[Work to be completed]:
The expected result is a verbatim repetition of the lines from the start of the entries through the line containing "position:relative; flex:1; overflow:hidden", with the pictures removed.

*** Opening of Records to process ***

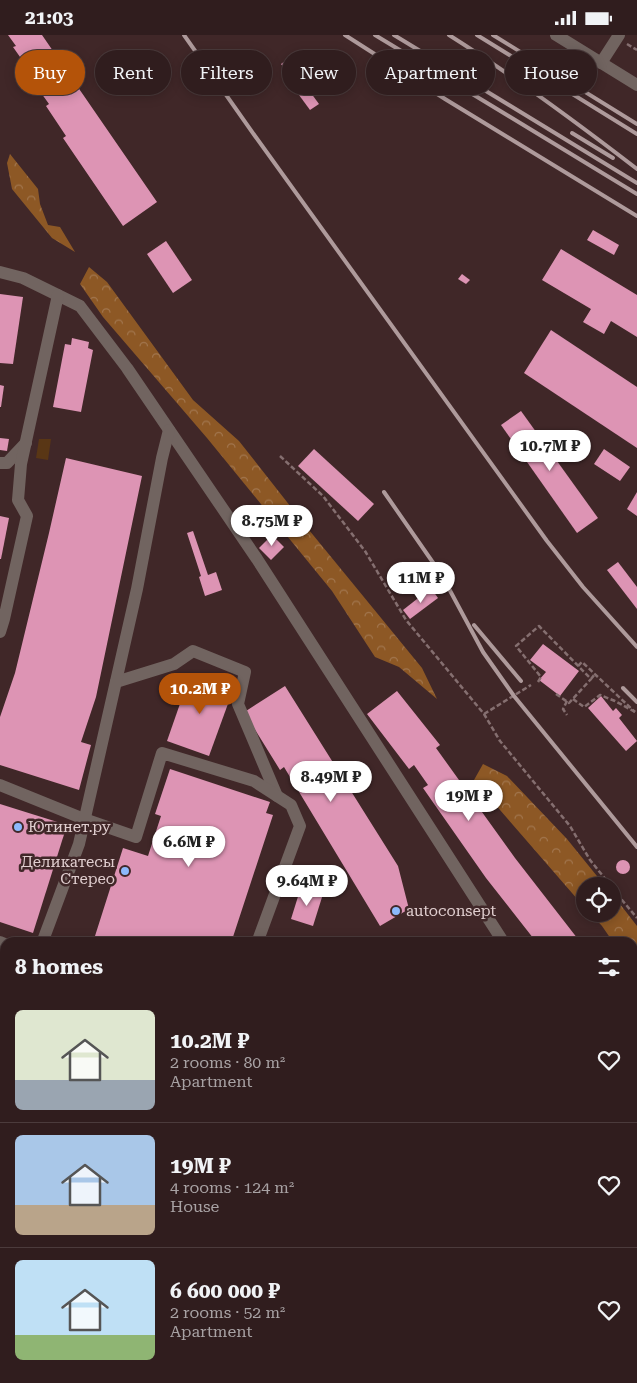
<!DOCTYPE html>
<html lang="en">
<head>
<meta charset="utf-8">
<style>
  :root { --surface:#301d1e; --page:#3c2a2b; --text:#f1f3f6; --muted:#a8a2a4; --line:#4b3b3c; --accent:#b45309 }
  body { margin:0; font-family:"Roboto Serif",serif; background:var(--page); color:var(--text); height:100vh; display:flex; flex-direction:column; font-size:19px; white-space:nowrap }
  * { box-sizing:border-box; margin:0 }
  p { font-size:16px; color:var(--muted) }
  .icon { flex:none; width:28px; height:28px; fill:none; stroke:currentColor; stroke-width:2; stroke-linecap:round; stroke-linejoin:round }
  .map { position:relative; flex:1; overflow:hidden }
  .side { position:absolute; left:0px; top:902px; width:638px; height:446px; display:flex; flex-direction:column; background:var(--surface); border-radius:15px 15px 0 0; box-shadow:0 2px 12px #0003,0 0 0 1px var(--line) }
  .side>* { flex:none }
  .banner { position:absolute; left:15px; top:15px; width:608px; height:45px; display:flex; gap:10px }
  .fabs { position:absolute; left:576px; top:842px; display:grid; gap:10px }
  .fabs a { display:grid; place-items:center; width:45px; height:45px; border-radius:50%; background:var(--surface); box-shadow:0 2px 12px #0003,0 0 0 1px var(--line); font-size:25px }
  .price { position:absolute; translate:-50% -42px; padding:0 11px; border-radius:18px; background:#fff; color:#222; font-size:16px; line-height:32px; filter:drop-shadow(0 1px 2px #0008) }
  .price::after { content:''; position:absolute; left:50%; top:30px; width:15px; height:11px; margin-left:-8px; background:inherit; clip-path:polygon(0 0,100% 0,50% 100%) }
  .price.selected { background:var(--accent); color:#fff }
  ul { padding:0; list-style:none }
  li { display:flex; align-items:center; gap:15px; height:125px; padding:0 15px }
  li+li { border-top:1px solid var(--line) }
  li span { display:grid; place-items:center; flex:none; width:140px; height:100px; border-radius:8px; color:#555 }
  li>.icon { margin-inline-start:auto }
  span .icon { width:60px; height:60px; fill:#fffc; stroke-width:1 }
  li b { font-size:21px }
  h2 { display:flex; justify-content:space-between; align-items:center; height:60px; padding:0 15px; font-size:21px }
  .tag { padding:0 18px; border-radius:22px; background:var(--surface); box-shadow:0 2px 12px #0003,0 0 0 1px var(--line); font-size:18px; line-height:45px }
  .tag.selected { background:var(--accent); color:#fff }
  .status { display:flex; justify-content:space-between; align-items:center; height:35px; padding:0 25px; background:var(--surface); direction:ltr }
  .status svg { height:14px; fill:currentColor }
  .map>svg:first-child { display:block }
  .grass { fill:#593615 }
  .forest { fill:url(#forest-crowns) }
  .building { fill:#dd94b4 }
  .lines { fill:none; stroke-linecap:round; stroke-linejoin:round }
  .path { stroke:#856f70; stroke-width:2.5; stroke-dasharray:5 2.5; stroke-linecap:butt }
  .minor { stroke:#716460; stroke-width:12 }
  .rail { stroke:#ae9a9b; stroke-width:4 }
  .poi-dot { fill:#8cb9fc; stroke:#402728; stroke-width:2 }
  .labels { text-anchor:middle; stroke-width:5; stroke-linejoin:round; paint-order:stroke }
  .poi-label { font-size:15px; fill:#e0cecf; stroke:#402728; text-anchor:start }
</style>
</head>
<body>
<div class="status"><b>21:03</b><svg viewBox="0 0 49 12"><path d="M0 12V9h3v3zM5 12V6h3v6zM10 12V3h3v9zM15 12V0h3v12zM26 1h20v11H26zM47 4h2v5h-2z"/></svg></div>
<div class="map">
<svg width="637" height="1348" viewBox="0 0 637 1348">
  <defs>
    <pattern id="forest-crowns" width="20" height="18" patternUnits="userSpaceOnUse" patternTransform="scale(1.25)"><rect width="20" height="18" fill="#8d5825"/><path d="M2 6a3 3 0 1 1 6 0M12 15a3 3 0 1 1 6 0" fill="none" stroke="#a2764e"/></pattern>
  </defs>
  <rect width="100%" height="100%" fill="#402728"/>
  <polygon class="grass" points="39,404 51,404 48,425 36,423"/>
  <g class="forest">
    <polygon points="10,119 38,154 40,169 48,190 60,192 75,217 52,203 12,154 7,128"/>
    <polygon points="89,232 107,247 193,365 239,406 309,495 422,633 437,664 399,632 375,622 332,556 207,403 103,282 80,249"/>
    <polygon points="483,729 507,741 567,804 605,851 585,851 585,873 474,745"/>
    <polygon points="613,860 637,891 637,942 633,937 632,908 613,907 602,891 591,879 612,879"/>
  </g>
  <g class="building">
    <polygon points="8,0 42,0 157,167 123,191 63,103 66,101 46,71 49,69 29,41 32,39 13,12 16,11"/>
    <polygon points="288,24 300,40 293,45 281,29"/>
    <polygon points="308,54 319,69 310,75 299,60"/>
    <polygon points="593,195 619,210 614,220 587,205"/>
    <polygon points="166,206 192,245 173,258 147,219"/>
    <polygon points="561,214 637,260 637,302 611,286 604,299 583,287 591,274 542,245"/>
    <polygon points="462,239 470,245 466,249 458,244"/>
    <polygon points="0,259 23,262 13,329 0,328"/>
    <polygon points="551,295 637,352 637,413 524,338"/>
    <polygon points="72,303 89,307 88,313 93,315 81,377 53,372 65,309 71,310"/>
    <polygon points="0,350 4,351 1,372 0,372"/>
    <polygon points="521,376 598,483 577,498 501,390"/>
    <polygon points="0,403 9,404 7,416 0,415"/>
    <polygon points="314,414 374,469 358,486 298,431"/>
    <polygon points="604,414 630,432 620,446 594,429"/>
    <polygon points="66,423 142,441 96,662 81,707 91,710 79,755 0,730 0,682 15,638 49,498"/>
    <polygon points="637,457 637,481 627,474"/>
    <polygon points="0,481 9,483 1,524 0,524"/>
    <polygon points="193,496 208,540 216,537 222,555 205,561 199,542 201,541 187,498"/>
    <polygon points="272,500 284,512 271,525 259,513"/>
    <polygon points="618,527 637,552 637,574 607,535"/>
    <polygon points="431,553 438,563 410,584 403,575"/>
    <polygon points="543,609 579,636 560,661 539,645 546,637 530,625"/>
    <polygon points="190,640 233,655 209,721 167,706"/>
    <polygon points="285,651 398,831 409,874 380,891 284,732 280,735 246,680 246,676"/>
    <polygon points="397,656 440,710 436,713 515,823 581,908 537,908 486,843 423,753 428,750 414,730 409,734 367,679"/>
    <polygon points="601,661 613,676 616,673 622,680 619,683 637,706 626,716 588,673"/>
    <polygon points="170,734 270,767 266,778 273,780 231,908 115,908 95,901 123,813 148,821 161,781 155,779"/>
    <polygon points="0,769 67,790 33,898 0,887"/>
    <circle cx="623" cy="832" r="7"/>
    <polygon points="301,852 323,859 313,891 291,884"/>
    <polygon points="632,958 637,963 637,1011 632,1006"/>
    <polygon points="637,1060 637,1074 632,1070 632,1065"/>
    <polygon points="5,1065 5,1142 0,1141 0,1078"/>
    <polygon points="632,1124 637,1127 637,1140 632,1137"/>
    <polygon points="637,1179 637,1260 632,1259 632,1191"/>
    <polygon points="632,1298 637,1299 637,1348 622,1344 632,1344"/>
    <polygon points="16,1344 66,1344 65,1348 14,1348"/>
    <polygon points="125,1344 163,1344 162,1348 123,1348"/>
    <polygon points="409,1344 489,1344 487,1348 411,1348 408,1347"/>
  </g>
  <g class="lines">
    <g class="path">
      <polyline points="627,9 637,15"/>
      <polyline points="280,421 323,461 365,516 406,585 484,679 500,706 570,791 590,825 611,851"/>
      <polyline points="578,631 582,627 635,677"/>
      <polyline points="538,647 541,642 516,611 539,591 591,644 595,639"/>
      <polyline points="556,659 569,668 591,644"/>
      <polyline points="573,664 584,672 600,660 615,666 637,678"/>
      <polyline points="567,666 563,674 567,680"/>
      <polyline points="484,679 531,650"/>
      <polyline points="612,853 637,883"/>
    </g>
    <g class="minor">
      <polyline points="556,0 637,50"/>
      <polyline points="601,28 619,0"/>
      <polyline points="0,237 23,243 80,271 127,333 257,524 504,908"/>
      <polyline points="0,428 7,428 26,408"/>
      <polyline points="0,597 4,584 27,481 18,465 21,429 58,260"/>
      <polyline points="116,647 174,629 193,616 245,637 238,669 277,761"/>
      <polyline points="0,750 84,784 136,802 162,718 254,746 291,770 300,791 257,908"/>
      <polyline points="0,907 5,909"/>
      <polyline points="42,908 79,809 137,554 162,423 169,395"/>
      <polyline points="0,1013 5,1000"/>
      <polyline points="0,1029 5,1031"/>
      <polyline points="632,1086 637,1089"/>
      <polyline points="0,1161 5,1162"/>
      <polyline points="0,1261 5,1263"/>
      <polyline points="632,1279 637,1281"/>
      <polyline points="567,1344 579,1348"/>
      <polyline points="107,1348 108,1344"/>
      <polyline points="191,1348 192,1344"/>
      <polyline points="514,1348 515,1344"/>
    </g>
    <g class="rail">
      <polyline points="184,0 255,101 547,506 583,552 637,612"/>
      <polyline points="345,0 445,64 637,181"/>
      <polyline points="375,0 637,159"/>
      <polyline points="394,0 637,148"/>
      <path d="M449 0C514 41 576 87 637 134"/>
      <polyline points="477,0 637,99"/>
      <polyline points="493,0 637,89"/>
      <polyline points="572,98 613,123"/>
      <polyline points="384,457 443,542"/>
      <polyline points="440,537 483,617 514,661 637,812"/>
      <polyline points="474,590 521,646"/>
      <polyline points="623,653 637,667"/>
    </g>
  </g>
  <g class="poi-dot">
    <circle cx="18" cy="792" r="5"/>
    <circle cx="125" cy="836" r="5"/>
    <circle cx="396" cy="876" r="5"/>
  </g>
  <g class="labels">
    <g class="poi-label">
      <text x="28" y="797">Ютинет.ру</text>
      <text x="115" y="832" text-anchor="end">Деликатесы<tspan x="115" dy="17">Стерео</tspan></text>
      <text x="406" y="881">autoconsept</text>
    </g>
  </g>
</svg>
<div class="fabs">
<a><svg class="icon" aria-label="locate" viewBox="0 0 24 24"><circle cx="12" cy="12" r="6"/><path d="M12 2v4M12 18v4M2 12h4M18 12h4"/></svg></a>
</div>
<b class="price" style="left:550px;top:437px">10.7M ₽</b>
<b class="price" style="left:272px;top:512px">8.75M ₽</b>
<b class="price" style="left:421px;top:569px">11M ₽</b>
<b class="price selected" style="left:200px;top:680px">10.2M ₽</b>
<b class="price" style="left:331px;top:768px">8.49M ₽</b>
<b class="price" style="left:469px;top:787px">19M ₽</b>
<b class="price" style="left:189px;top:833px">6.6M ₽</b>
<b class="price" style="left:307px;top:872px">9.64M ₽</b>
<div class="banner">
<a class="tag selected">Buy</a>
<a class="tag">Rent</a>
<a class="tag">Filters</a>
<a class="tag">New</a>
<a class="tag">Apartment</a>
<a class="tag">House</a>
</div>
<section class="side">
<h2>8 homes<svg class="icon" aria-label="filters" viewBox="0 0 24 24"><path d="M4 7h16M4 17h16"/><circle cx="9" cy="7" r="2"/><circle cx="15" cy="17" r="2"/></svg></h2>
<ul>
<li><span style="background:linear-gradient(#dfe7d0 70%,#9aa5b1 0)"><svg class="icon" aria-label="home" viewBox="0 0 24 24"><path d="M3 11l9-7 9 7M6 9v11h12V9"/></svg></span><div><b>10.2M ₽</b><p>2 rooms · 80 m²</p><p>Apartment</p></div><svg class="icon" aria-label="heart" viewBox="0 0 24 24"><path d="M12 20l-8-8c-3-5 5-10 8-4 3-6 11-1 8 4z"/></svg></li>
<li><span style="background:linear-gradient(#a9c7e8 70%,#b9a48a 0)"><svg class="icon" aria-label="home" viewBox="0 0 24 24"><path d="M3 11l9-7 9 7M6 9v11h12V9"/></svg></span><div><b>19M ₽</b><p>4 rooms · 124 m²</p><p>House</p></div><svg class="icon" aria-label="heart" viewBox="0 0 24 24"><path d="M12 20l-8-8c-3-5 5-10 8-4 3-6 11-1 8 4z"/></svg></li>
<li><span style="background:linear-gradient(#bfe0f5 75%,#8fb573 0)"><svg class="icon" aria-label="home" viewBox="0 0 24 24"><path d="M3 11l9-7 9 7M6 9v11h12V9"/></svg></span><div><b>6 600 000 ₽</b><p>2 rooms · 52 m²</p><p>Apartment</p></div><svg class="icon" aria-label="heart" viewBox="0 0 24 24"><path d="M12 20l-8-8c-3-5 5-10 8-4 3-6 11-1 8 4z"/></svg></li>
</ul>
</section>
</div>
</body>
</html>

*** Close of Records to process ***

[Solution]:
<!DOCTYPE html>
<html lang="en">
<head>
<meta charset="utf-8">
<style>
  :root { --surface:#301d1e; --page:#3c2a2b; --text:#f1f3f6; --muted:#a8a2a4; --line:#4b3b3c; --accent:#b45309 }
  body { margin:0; font-family:"Roboto Serif",serif; background:var(--page); color:var(--text); height:100vh; display:flex; flex-direction:column; font-size:19px; white-space:nowrap }
  * { box-sizing:border-box; margin:0 }
  p { font-size:16px; color:var(--muted) }
  .icon { flex:none; width:28px; height:28px; fill:none; stroke:currentColor; stroke-width:2; stroke-linecap:round; stroke-linejoin:round }
  .map { position:relative; flex:1; overflow:hidden }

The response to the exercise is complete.